## TASK DETAILS
Each line below that includes the word "lineWidth" is to be reported.
THE DATA Block Start
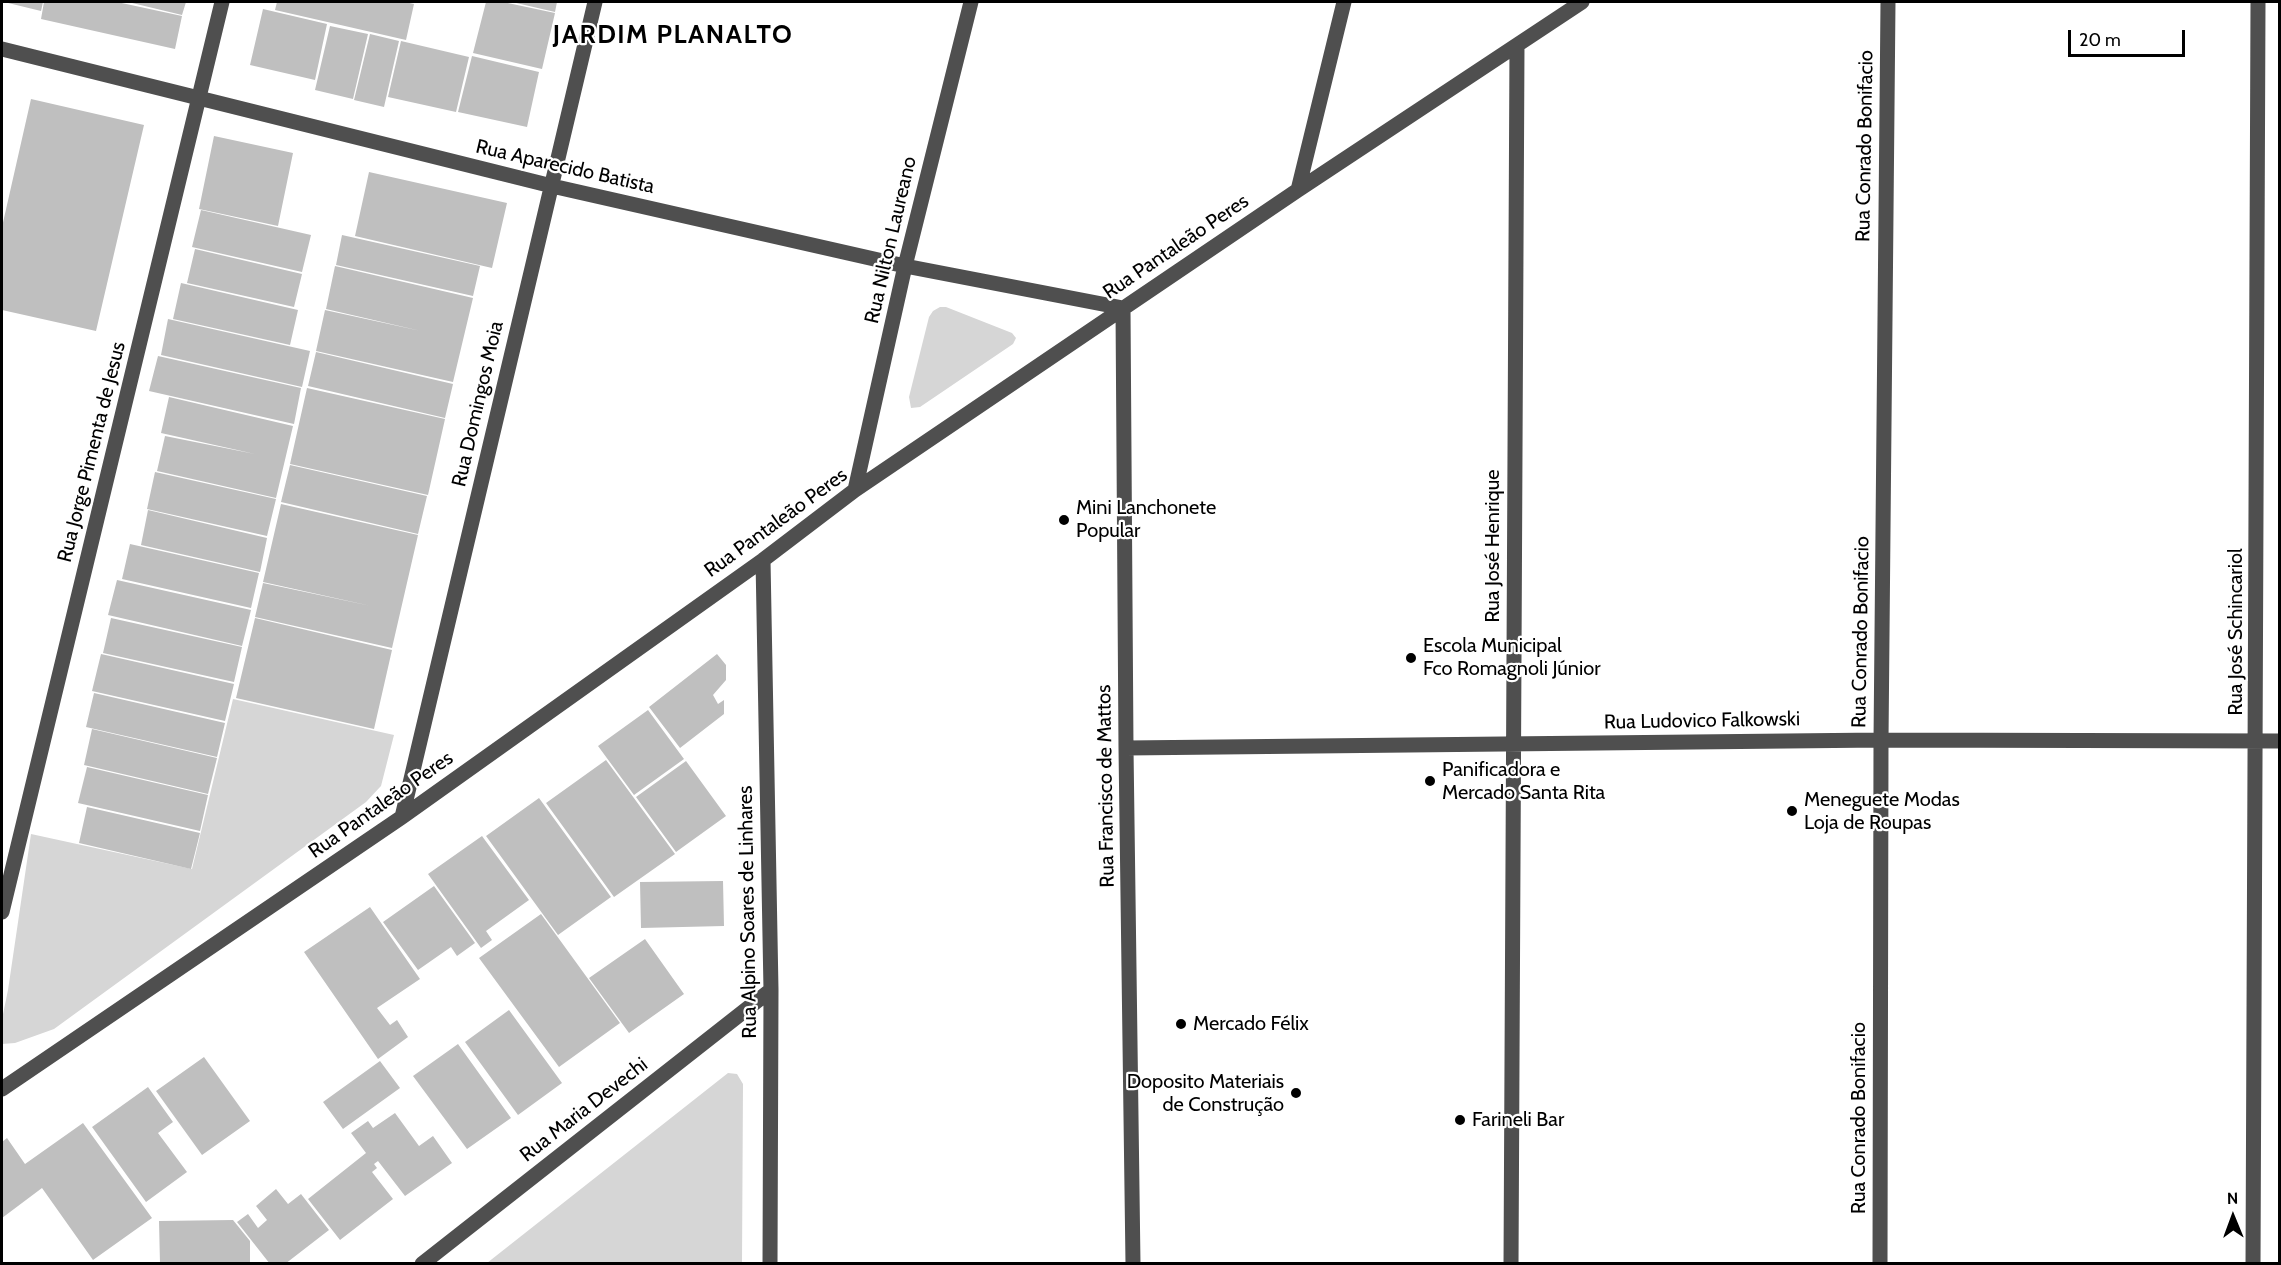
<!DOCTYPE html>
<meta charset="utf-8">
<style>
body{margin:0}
#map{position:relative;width:2281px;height:1265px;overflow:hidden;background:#fff;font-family:Cabin,sans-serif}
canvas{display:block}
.frame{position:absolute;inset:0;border:3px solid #000;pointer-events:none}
.north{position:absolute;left:2203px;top:1187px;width:60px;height:60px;-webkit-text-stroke:4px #fff;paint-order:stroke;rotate:359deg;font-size:16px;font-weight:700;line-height:24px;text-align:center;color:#000}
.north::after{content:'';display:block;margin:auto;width:21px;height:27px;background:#000;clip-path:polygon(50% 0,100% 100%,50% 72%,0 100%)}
.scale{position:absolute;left:2068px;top:30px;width:117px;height:27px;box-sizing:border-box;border:3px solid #000;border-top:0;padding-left:8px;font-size:18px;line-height:21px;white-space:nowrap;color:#000;-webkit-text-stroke:4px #fff;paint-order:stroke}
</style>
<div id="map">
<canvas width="2281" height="1265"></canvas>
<div class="frame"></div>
<div class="north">N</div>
<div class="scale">20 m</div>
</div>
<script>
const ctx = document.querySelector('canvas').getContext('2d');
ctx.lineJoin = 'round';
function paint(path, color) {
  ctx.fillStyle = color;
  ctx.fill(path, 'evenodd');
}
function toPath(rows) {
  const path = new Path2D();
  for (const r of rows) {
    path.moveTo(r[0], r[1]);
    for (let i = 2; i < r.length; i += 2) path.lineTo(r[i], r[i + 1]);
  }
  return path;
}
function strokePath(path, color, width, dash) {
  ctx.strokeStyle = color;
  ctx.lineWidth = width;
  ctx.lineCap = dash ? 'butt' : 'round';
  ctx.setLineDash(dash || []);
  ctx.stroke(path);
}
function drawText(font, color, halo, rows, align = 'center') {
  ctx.font = font + ' Cabin,sans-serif';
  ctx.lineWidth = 4.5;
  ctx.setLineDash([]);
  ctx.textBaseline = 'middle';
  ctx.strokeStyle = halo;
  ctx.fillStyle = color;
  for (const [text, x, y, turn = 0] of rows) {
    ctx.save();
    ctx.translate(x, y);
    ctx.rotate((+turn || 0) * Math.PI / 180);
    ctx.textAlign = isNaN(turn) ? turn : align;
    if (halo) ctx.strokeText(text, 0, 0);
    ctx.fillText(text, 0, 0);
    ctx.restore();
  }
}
paint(toPath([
 [940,307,946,307,1012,333,1016,338,1013,344,920,407,911,408,909,397,929,317,933,311],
 [233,699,394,735,381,786,366,802,54,1029,15,1043,2,1044,2,1019,8,990,31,834,192,869],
 [728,1073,737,1074,743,1084,742,1263,487,1263]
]), '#d6d6d6');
paint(toPath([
 [4,2,43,2,41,11],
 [44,2,117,2,182,16,175,49,41,19],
 [128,2,186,2,182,15],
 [277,2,405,2,414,4,406,40,275,10],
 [486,2,503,2,555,13,542,69,473,53],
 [512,2,557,2,555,12],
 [263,9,327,24,315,80,250,65],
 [330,26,368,34,353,99,315,90],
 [370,34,399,41,384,107,354,100],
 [401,41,469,57,456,112,388,97],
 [472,56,539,72,527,127,458,112],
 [31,99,144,125,96,331,2,310,2,227],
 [214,136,293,153,278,226,199,209],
 [369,172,507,203,492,268,355,236],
 [201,210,311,235,302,272,192,247],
 [342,235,480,266,473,296,336,265],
 [195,249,302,274,294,307,187,283],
 [335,266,473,298,453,382,316,351,325,310,421,331,326,309],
 [181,283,298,310,290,345,173,319],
 [168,319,310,351,302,387,161,355],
 [316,352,453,384,445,418,308,386],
 [158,356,301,388,294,424,149,391],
 [307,388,445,419,428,495,290,464],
 [169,397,293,426,276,498,157,471,165,436,255,454,161,433],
 [290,465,427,496,418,534,281,502],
 [155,472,276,499,267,536,147,509],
 [281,504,418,535,392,648,255,617,263,583,371,606,263,582],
 [148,510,267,538,260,572,141,545],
 [130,544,259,573,251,608,122,579],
 [117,580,251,610,242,646,108,615],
 [111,618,242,647,234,682,103,653],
 [255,618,392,650,374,729,236,698],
 [101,654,234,684,225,721,92,691],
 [717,654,726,665,726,680,713,695,718,704,724,700,724,714,680,748,649,707],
 [94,693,225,723,217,757,86,727],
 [648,710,684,759,634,795,598,746],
 [92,729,217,758,208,794,84,765],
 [606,760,675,854,614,897,546,803],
 [686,761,726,816,676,852,636,797],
 [87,767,208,795,200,831,78,803],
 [539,798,611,897,558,935,486,836],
 [87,807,200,833,191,869,79,843],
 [482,836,529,900,486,931,492,940,481,948,428,874],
 [723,881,724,926,641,928,640,882],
 [434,886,475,943,457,956,451,947,418,970,383,922],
 [370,907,420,979,377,1008,390,1025,397,1020,408,1037,378,1059,304,952],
 [541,914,620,1023,559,1067,479,958],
 [645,939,684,994,629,1033,589,978],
 [509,1010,562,1083,518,1115,465,1042],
 [458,1044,511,1118,467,1149,413,1076],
 [204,1057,250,1121,202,1155,156,1091],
 [380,1061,400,1088,343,1129,323,1102],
 [148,1087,173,1122,158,1133,187,1172,146,1202,92,1127],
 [395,1113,419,1146,433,1136,452,1163,405,1196,378,1161,374,1164,377,1168,372,1172,393,1199,340,1240,308,1199,366,1153,351,1133,368,1121,373,1128],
 [83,1123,152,1218,93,1260,42,1188,2,1218,2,1142,7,1138,25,1164],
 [276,1189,288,1204,301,1194,329,1230,285,1264,270,1264,237,1222,248,1214,258,1228,267,1220,256,1206],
 [233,1220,250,1241,250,1264,160,1264,159,1221]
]), '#bfbfbf');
strokePath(toPath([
 [2,49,552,186,905,266,1123,308,1126,748,1133,1264],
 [1298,190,1344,2],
 [855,490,905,266,971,2],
 [763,560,771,990,770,1264],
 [1126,748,1881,740,2280,741],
 [402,817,595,2],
 [2,912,222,2],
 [2,1089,402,817,763,560,855,490,1298,190,1582,2],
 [422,1264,771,990],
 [1511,1264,1517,45],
 [1880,1264,1881,740,1888,2],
 [2253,1264,2258,2]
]), '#4f4f4f', 15);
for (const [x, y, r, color] of [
 [1064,520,6,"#000"],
 [1411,658,6,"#000"],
 [1430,781,6,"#000"],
 [1792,811,6,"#000"],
 [1181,1024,6,"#000"],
 [1296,1093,6,"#000"],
 [1460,1120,6,"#000"]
]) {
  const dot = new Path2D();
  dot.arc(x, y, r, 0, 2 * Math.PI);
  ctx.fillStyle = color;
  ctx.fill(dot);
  strokePath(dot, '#fff', 2);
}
drawText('20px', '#000', '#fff', [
 ["Rua Conrado Bonifacio",1865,146,-89],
 ["Rua Aparecido Batista",565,167,13],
 ["Rua Nilton Laureano",891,240,-77],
 ["Rua Pantaleão Peres",1176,247,-34],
 ["Rua Domingos Moia",478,404,-77],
 ["Rua Jorge Pimenta de Jesus",92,452,-76],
 ["Rua Pantaleão Peres",776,523,-36],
 ["Rua José Henrique",1493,546,-90],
 ["Rua Conrado Bonifacio",1861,632,-89],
 ["Rua José Schincariol",2236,632,-90],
 ["Rua Ludovico Falkowski",1702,721,-1],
 ["Rua Francisco de Mattos",1106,786,-91],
 ["Rua Pantaleão Peres",381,805,-35],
 ["Rua Alpino Soares de Linhares",748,912,-91],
 ["Rua Maria Devechi",584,1110,-38],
 ["Rua Conrado Bonifacio",1859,1118,-90]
]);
drawText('20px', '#000', '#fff', [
 ["Mini Lanchonete",1076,508],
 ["Popular",1076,531],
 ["Escola Municipal",1423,646],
 ["Fco Romagnoli Júnior",1423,669],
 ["Panificadora e",1442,770],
 ["Mercado Santa Rita",1442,793],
 ["Meneguete Modas",1804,800],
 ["Loja de Roupas",1804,823],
 ["Mercado Félix",1193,1024],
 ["Doposito Materiais",1284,1082,"right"],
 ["de Construção",1284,1105,"right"],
 ["Farineli Bar",1472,1120]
], 'left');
ctx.letterSpacing = '1.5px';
drawText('bold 26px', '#000', '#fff', [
 ["JARDIM PLANALTO",673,35]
]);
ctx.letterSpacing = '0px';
</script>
THE DATA Block End
## SOLUTION FOR THIS PROBLEM
  ctx.lineWidth = width;
  ctx.lineWidth = 4.5;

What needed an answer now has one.